Benchmon Data Export & Backends Internals

Overview

Benchmon provides two distinct back-ends for collecting system metrics, allowing users to trade off between ease of use/portability and raw performance/low overhead. Detailed below are the architectures of these back-ends and how data is exported to InfluxDB.

1. Back-end Architectures

A. Standard Backend (Python/Bash) - Default

This is the default mode of operation when running benchmon-run. It uses a hybrid approach:

  • CSV Recording: Legacy Bash scripts (disk_mon.sh, cpu_mon.sh, etc.) run as subprocesses to collect metrics from /proc and system tools, writing directly to CSV files.

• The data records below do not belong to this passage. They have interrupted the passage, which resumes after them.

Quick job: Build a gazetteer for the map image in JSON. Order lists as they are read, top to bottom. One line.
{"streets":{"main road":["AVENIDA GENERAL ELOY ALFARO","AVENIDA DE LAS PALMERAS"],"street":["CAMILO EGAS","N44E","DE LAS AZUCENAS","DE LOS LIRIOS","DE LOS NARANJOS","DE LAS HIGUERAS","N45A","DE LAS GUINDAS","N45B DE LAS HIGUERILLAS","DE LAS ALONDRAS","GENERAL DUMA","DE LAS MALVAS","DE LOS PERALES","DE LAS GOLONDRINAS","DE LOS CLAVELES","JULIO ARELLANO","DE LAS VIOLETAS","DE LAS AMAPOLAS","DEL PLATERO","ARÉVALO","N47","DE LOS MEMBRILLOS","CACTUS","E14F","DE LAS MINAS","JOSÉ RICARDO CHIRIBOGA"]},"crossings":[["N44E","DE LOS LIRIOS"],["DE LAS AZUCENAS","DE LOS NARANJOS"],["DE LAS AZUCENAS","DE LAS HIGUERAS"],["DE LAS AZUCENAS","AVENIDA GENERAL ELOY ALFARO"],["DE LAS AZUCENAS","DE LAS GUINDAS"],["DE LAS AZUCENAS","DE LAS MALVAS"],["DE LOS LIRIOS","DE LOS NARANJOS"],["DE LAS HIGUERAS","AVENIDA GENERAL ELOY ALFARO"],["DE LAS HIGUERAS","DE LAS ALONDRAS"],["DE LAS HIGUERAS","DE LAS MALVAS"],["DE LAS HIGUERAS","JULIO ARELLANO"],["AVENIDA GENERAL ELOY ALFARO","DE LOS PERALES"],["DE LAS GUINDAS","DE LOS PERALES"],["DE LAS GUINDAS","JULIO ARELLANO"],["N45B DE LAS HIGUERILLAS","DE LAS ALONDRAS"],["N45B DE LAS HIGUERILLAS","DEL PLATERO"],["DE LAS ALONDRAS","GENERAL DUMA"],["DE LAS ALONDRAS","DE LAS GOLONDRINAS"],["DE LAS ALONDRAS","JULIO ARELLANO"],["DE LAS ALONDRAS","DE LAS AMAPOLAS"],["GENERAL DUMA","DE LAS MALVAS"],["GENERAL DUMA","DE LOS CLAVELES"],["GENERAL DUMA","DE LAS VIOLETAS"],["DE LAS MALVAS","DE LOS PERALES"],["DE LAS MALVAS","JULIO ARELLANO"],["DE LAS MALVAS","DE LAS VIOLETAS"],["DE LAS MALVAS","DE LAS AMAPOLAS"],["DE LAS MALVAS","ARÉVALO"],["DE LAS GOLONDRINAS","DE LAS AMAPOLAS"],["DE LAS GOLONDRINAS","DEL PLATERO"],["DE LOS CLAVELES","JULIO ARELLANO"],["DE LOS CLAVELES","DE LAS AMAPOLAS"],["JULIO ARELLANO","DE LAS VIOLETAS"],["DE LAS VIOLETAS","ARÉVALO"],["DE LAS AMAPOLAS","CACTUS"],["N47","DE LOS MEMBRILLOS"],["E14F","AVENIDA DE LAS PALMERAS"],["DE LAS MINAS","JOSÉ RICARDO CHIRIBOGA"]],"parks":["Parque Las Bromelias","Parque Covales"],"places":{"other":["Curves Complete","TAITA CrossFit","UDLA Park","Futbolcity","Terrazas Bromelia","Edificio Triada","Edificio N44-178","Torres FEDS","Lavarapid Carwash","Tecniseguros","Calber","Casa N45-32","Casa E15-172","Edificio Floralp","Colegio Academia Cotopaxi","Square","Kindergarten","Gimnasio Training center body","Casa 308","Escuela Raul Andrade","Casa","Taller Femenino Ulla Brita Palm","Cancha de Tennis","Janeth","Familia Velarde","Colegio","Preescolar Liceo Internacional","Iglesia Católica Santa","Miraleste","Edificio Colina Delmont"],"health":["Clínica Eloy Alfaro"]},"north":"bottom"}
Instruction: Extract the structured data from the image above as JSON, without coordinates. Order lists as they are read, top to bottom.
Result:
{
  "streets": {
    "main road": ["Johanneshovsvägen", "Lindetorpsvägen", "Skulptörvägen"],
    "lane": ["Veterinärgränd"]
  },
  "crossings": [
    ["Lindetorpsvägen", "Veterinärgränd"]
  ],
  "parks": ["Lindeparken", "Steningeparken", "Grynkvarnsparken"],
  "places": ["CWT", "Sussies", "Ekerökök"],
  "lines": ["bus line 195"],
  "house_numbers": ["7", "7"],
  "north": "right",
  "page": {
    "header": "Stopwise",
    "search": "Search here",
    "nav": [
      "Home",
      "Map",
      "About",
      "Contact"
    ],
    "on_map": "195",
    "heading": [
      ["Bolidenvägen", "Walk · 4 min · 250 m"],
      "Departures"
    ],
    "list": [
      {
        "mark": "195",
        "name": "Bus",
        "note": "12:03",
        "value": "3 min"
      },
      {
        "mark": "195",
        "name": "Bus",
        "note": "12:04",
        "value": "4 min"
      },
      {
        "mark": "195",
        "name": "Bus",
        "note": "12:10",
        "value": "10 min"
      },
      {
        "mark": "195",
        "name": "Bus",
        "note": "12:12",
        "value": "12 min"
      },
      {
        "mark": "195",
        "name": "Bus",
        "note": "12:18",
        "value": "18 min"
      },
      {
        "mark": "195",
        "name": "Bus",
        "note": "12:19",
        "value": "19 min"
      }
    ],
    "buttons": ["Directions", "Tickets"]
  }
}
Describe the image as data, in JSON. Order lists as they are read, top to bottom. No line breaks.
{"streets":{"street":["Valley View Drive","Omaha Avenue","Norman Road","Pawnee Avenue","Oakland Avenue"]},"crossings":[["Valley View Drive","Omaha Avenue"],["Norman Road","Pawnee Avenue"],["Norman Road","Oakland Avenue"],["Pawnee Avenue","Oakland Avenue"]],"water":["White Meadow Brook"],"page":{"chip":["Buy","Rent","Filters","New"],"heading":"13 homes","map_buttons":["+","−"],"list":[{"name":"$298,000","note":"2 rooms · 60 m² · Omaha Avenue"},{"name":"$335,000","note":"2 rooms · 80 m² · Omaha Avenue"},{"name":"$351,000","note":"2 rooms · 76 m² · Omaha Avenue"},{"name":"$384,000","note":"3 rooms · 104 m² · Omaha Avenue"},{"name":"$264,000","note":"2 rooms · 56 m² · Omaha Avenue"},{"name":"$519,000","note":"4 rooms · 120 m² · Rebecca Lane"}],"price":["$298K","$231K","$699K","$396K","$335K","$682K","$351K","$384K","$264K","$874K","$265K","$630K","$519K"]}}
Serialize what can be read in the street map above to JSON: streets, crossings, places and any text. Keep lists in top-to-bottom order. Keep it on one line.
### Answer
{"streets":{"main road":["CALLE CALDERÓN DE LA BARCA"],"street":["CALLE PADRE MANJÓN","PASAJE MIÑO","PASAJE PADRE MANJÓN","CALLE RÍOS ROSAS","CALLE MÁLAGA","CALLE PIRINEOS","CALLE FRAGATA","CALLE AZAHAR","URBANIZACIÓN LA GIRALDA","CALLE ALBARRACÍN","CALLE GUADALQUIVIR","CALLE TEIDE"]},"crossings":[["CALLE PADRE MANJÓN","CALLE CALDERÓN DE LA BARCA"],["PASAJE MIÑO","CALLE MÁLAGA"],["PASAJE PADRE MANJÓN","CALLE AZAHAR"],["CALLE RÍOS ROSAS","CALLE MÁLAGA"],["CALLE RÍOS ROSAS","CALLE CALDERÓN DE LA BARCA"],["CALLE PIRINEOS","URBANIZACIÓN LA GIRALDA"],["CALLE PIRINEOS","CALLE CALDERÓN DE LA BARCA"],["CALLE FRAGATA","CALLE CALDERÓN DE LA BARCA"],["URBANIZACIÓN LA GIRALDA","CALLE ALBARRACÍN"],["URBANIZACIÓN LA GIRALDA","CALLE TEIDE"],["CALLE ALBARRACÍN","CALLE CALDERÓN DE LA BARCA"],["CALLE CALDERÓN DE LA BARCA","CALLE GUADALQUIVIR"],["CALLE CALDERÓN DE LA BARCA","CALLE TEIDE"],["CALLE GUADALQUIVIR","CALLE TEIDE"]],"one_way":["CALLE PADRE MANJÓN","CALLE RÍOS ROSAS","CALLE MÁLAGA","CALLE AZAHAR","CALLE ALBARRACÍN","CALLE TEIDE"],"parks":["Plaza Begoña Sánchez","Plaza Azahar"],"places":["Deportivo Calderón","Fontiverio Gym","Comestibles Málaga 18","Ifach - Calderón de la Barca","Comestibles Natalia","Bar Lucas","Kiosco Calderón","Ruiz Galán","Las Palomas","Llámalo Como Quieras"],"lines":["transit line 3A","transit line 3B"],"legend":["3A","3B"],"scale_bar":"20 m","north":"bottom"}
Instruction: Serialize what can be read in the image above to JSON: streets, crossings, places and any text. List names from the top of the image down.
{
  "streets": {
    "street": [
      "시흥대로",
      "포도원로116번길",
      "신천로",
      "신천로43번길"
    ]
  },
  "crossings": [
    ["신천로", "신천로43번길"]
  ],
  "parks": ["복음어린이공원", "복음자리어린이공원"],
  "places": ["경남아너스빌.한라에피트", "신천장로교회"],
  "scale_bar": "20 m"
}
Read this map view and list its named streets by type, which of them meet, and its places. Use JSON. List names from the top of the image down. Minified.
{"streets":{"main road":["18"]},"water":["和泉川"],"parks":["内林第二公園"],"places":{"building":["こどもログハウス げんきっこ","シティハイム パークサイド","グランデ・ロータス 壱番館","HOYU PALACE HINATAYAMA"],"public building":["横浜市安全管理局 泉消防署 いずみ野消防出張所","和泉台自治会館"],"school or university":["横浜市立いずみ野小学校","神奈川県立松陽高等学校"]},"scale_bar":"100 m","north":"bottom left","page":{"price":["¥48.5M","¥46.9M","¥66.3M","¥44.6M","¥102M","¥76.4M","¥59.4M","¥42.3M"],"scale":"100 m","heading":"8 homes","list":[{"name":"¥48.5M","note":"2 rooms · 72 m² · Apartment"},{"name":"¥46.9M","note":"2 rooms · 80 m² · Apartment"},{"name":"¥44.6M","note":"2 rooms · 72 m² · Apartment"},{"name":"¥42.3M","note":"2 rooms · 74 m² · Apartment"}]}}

  • InfluxDB Streaming: A dedicated Pure Python component (HighPerformanceCollector) runs within the main process. It uses a multi-threaded Producer-Consumer architecture to read system metrics (directly from /proc where possible) and stream them to InfluxDB asynchronously.

Pros:

  • Python-based, no compilation required for the collector.

  • Robust error handling and logging.

  • Concurrent non-blocking writes to InfluxDB.

Cons:

  • Higher CPU overhead compared to compiled languages.

  • Limited sampling frequency (typically up to 10-20 Hz before overhead becomes noticeable).

Status of previous β€œHP Script” implementation: Use of intermediate Bash scripts (*_hp.sh) piping data to a Python processor via named pipes (described in earlier tutorials) has been deprecated and removed. It has been replaced by the pure Python HighPerformanceCollector which offers better stability and maintainability without the complexity of managing external pipes.

B. High-Performance Backend (C++)

For scenarios requiring high-frequency sampling (>100 Hz) or minimal system intrusion, Benchmon provides a C++ backend named rt-monitor.

Activation: Use the --binary (or -b) flag with benchmon-run.

benchmon-run --system --binary --sys-freq 100

Architecture:

  • Binaries: Powered by the rt-monitor executable (built via CMake).

  • Core: Uses native C++ system calls and highly optimized parsing of /proc files.

  • Output: Writes compact binary files (.bin) to disk, minimizing I/O overhead.

  • InfluxDB: The C++ backend features an internal AsyncInfluxDBWriter capable of streaming metrics directly to InfluxDB with negligible latency.

Pros:

  • Extremely low CPU and specific memory footprint.

  • Supports sampling frequencies of 100 Hz or more.

2. InfluxDB Integration Architecture (Python Collector)

When using the default Python backend with benchmon-run --grafana, the HighPerformanceCollector (internal class) is instantiated.

graph TD
    subgraph "Benchmon Process"
        A[Producers Threads] -->|Queue| B[Internal Queues]
        B -->|Deque| C[Consumers Threads]
        C -->|Batch Write| D[InfluxDB Client]
    end
    D -->|HTTP/Line Protocol| E[(InfluxDB v3)]
    E --> F[Grafana]

Key Components

  • Producers: Dedicated threads for each metric type (CPU, Mem, Net, Disk). They perform blocking I/O (reading /proc) independent of the main loop.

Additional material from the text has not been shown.